The Cloth Mills of the Stroud Valley
During the Industrial Revolution, many “dark Satanic mills” arose to scar the English landscape. But in Gloucestershire, writes Esther A.L. Moir, home of the cloth industry, commerce and the art of architecture achieved a happy compromise.
The great medieval wool trade of the Cotswolds has left its memorials in countless villages of stone-built streets, with gabled houses and square market houses, dominated by magnificent churches.
Those Perpendicular towers, built by the woolmen who lie calmly on their brasses, their feet resting on the wool-sacks that brought them their wealth, speak eloquently enough of the prosperity of the countryside in the Middle Ages.
Yet the second chapter of that story, when the export of wool gave place to the manufacture of cloth, equally concerns a flourishing industry that, in a setting entirely unlike these rolling upland wolds, has yet left its mark on the face of the land.

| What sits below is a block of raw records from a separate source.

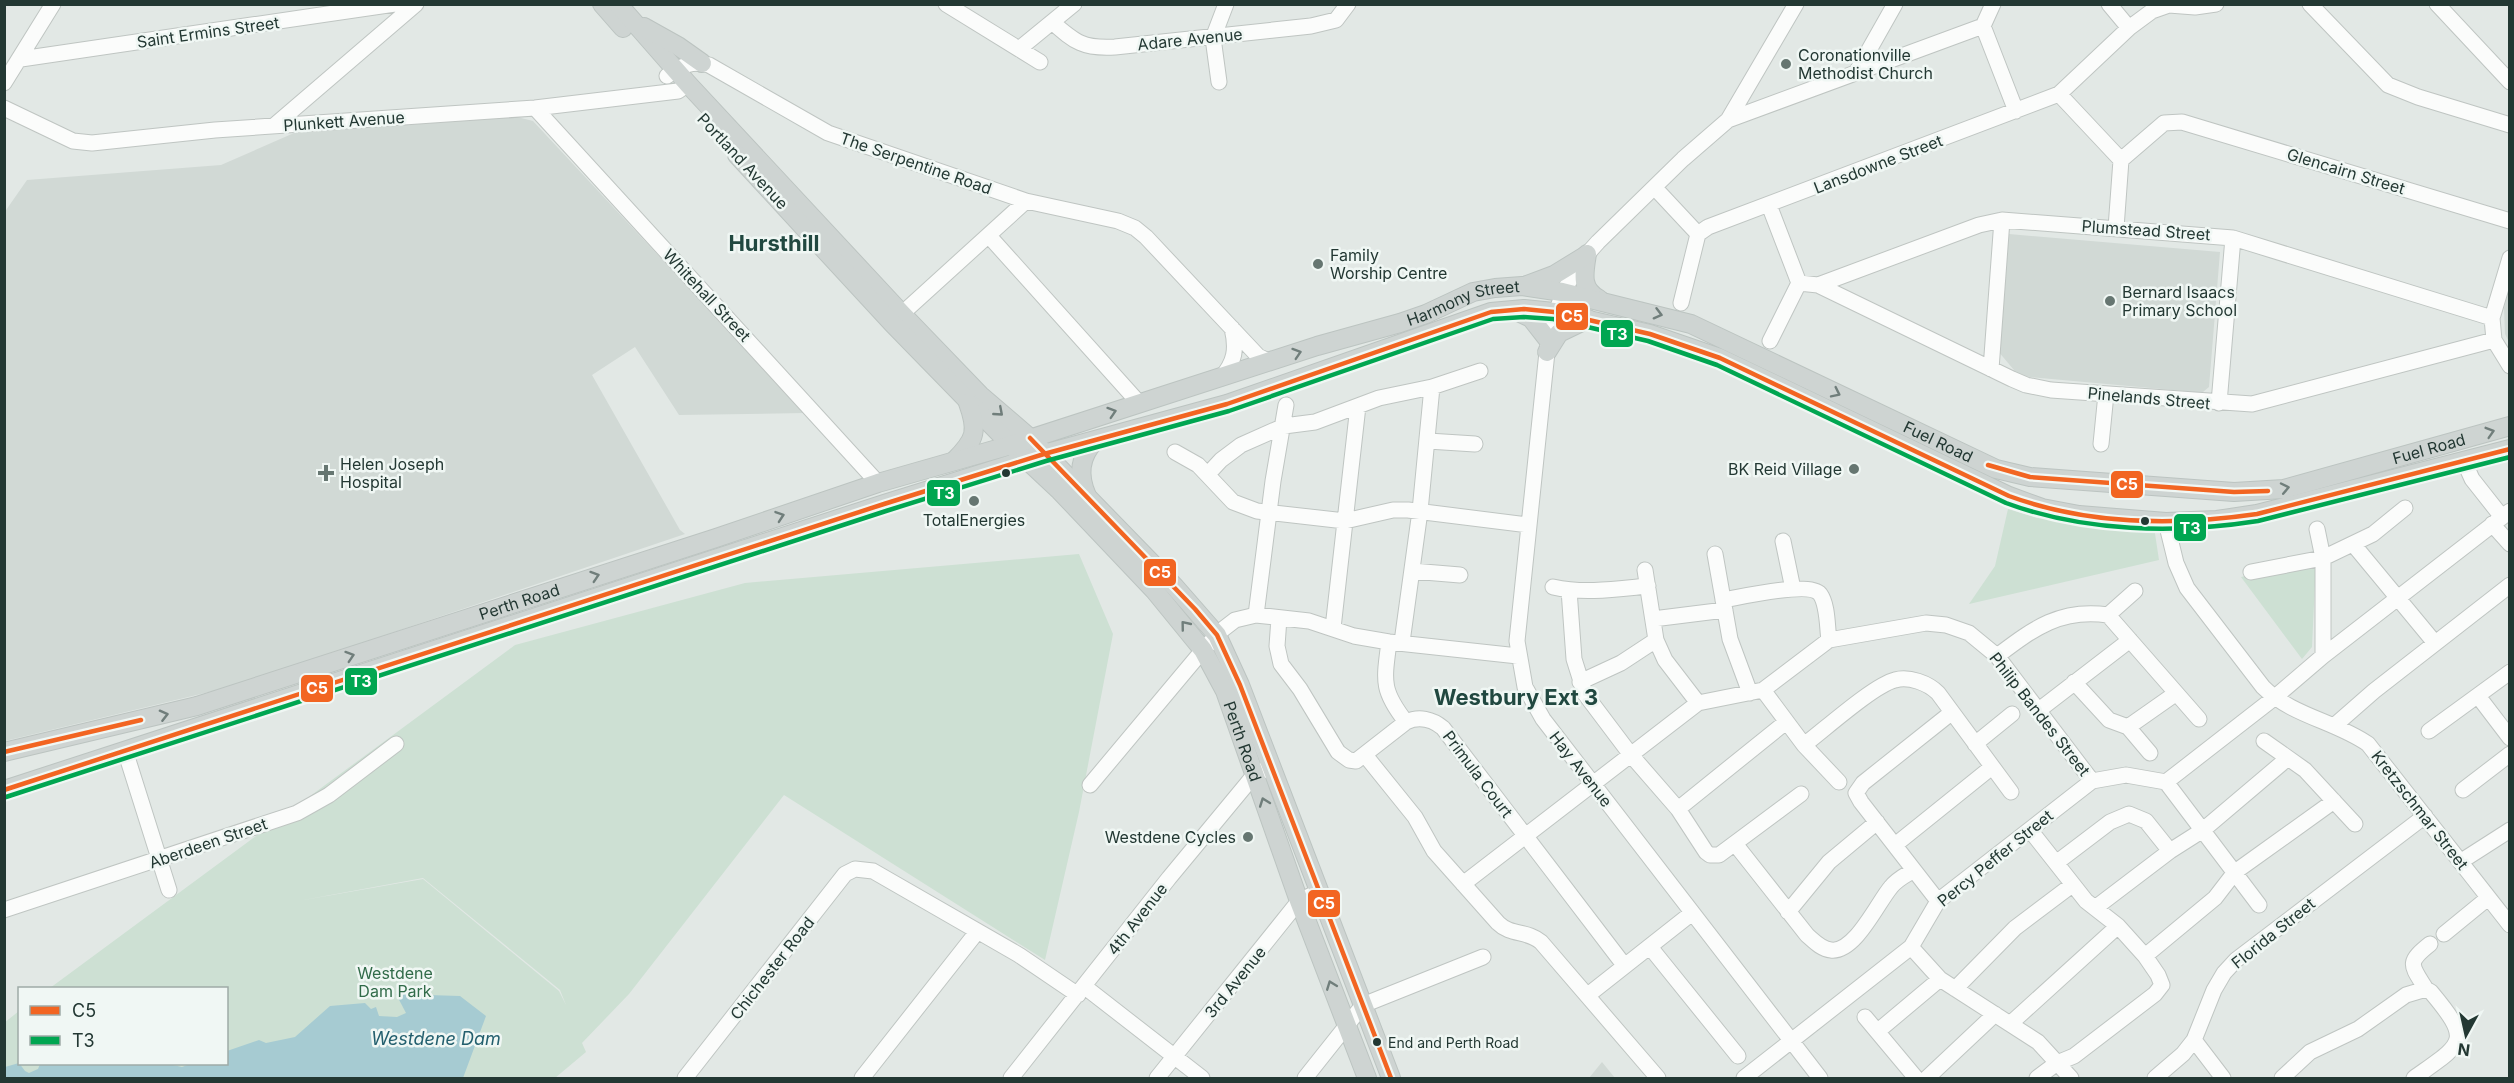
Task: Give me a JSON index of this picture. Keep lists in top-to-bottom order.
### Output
{
  "streets": {
    "main road": [
      "Portland Avenue",
      "Harmony Street",
      "Fuel Road",
      "Perth Road"
    ],
    "street": [
      "Saint Ermins Street",
      "Adare Avenue",
      "Plunkett Avenue",
      "The Serpentine Road",
      "Lansdowne Street",
      "Glencairn Street",
      "Plumstead Street",
      "Whitehall Street",
      "Pinelands Street",
      "Philip Bandes Street",
      "Hay Avenue",
      "Primula Court",
      "Kretzschmar Street",
      "Aberdeen Street",
      "Percy Peffer Street",
      "4th Avenue",
      "Florida Street",
      "Chichester Road",
      "3rd Avenue"
    ]
  },
  "crossings": [
    ["Plunkett Avenue", "Portland Avenue"],
    ["Plunkett Avenue", "Whitehall Street"],
    ["Portland Avenue", "Harmony Street"],
    ["Portland Avenue", "Perth Road"],
    ["The Serpentine Road", "Harmony Street"],
    ["Plumstead Street", "Pinelands Street"],
    ["Whitehall Street", "Perth Road"],
    ["Harmony Street", "Fuel Road"],
    ["Harmony Street", "Perth Road"],
    ["Harmony Street", "Hay Avenue"],
    ["Fuel Road", "Hay Avenue"],
    ["Fuel Road", "Kretzschmar Street"],
    ["Perth Road", "4th Avenue"],
    ["Perth Road", "3rd Avenue"],
    ["Philip Bandes Street", "Hay Avenue"],
    ["Philip Bandes Street", "Primula Court"],
    ["Philip Bandes Street", "Percy Peffer Street"],
    ["Hay Avenue", "Percy Peffer Street"],
    ["Kretzschmar Street", "Florida Street"]
  ],
  "districts": ["Hursthill", "Westbury Ext 3"],
  "water": ["Westdene Dam"],
  "parks": ["Westdene Dam Park"],
  "places": {
    "other": [
      "Coronationville Methodist Church",
      "Family Worship Centre",
      "Bernard Isaacs Primary School",
      "BK Reid Village",
      "TotalEnergies",
      "Westdene Cycles",
      "End and Perth Road"
    ],
    "health": ["Helen Joseph Hospital"]
  },
  "lines": ["transit line C5", "transit line T3"],
  "legend": ["C5", "T3"],
  "north": "bottom"
}
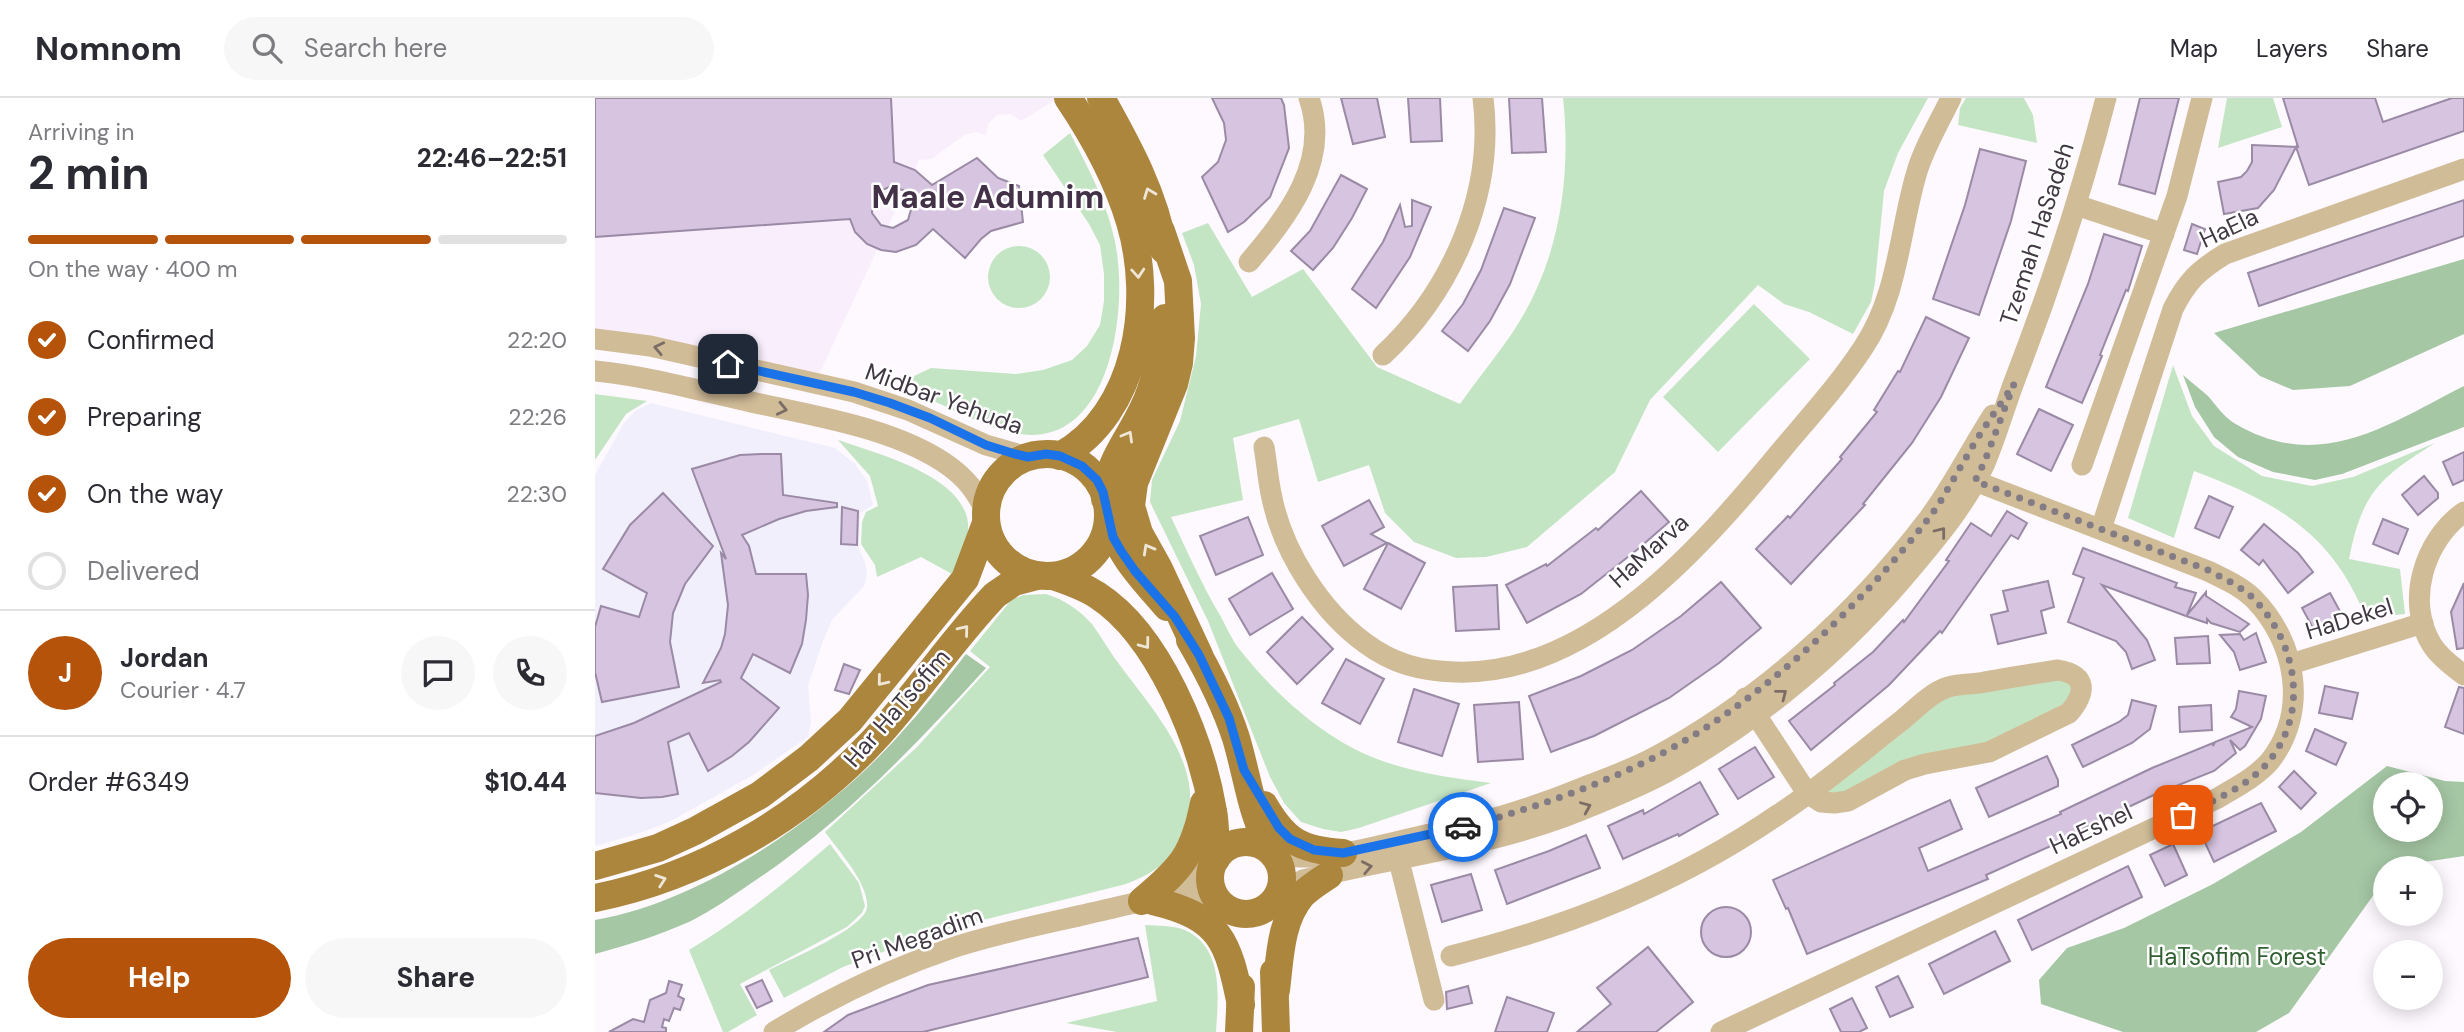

By the middle of the sixteenth century, the industry was migrating away from the older wool-towns, Cirencester, Chipping Campden, Northleach and so on, to the valleys lying at the foot of the Cotswold scarp. Here there were swiftly flowing streams, rising from the beds of lias clay underlying the oolite limestone, which could supply the growing industry with the water-power it needed to work the fulling mills that felted the fibre of the cloth.